- [Your assignment]: All records below are to be repeated exactly, with the pictures left out.

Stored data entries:
[Start of section]
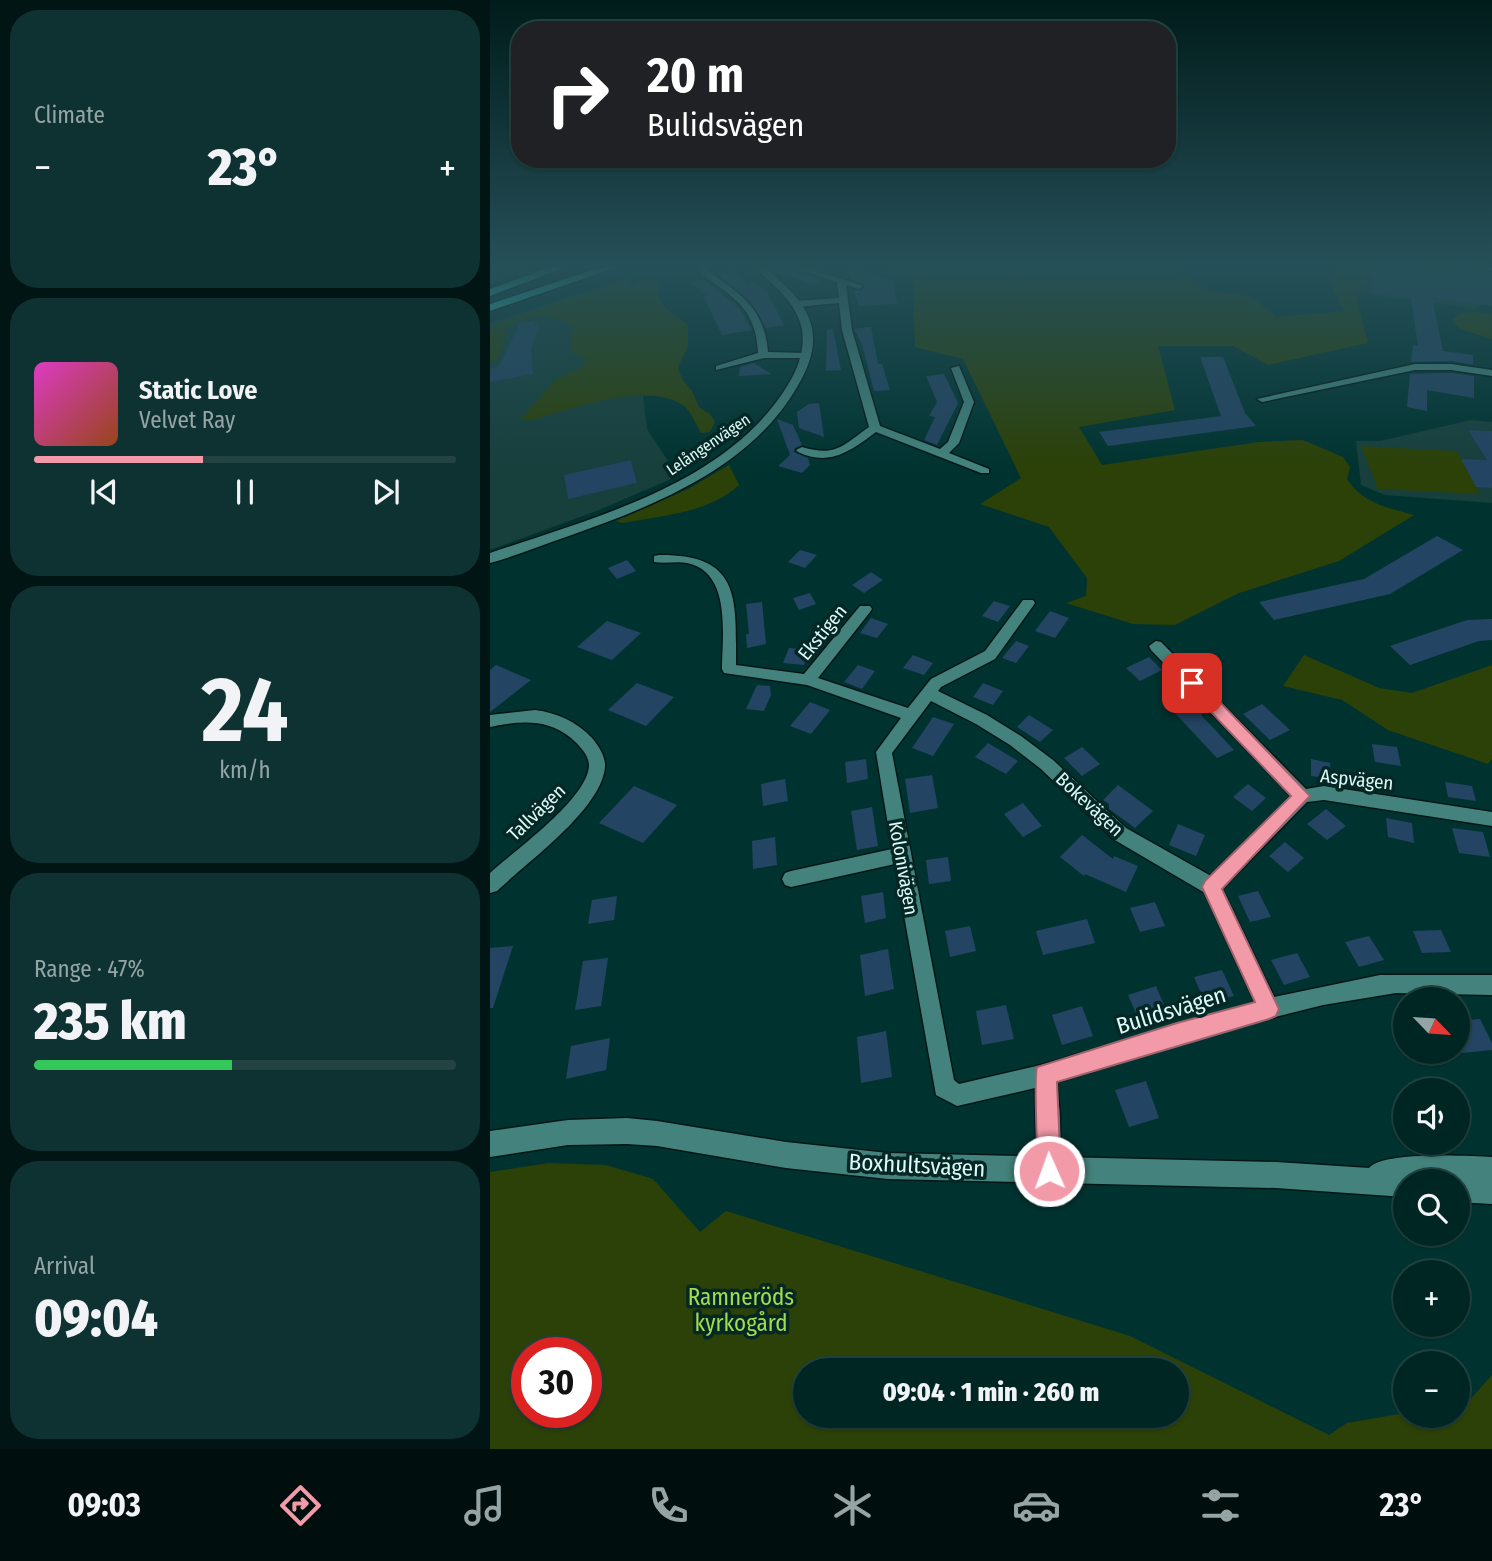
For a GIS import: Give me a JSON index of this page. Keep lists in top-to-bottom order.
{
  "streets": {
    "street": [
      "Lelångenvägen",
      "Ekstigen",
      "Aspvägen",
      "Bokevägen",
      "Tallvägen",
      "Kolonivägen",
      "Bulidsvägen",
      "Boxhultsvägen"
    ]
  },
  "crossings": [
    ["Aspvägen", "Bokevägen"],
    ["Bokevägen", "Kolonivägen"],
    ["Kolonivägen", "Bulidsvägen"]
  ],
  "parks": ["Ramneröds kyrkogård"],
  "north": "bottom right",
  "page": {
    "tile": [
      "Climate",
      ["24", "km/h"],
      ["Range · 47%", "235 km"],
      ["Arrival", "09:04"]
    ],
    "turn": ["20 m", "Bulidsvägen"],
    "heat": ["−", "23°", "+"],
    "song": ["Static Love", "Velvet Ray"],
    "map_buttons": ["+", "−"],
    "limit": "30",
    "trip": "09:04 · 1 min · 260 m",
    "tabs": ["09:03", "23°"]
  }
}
[End of section]
- [Answer below]:
For a GIS import: Give me a JSON index of this page. Keep lists in top-to-bottom order.
{
  "streets": {
    "street": [
      "Lelångenvägen",
      "Ekstigen",
      "Aspvägen",
      "Bokevägen",
      "Tallvägen",
      "Kolonivägen",
      "Bulidsvägen",
      "Boxhultsvägen"
    ]
  },
  "crossings": [
    ["Aspvägen", "Bokevägen"],
    ["Bokevägen", "Kolonivägen"],
    ["Kolonivägen", "Bulidsvägen"]
  ],
  "parks": ["Ramneröds kyrkogård"],
  "north": "bottom right",
  "page": {
    "tile": [
      "Climate",
      ["24", "km/h"],
      ["Range · 47%", "235 km"],
      ["Arrival", "09:04"]
    ],
    "turn": ["20 m", "Bulidsvägen"],
    "heat": ["−", "23°", "+"],
    "song": ["Static Love", "Velvet Ray"],
    "map_buttons": ["+", "−"],
    "limit": "30",
    "trip": "09:04 · 1 min · 260 m",
    "tabs": ["09:03", "23°"]
  }
}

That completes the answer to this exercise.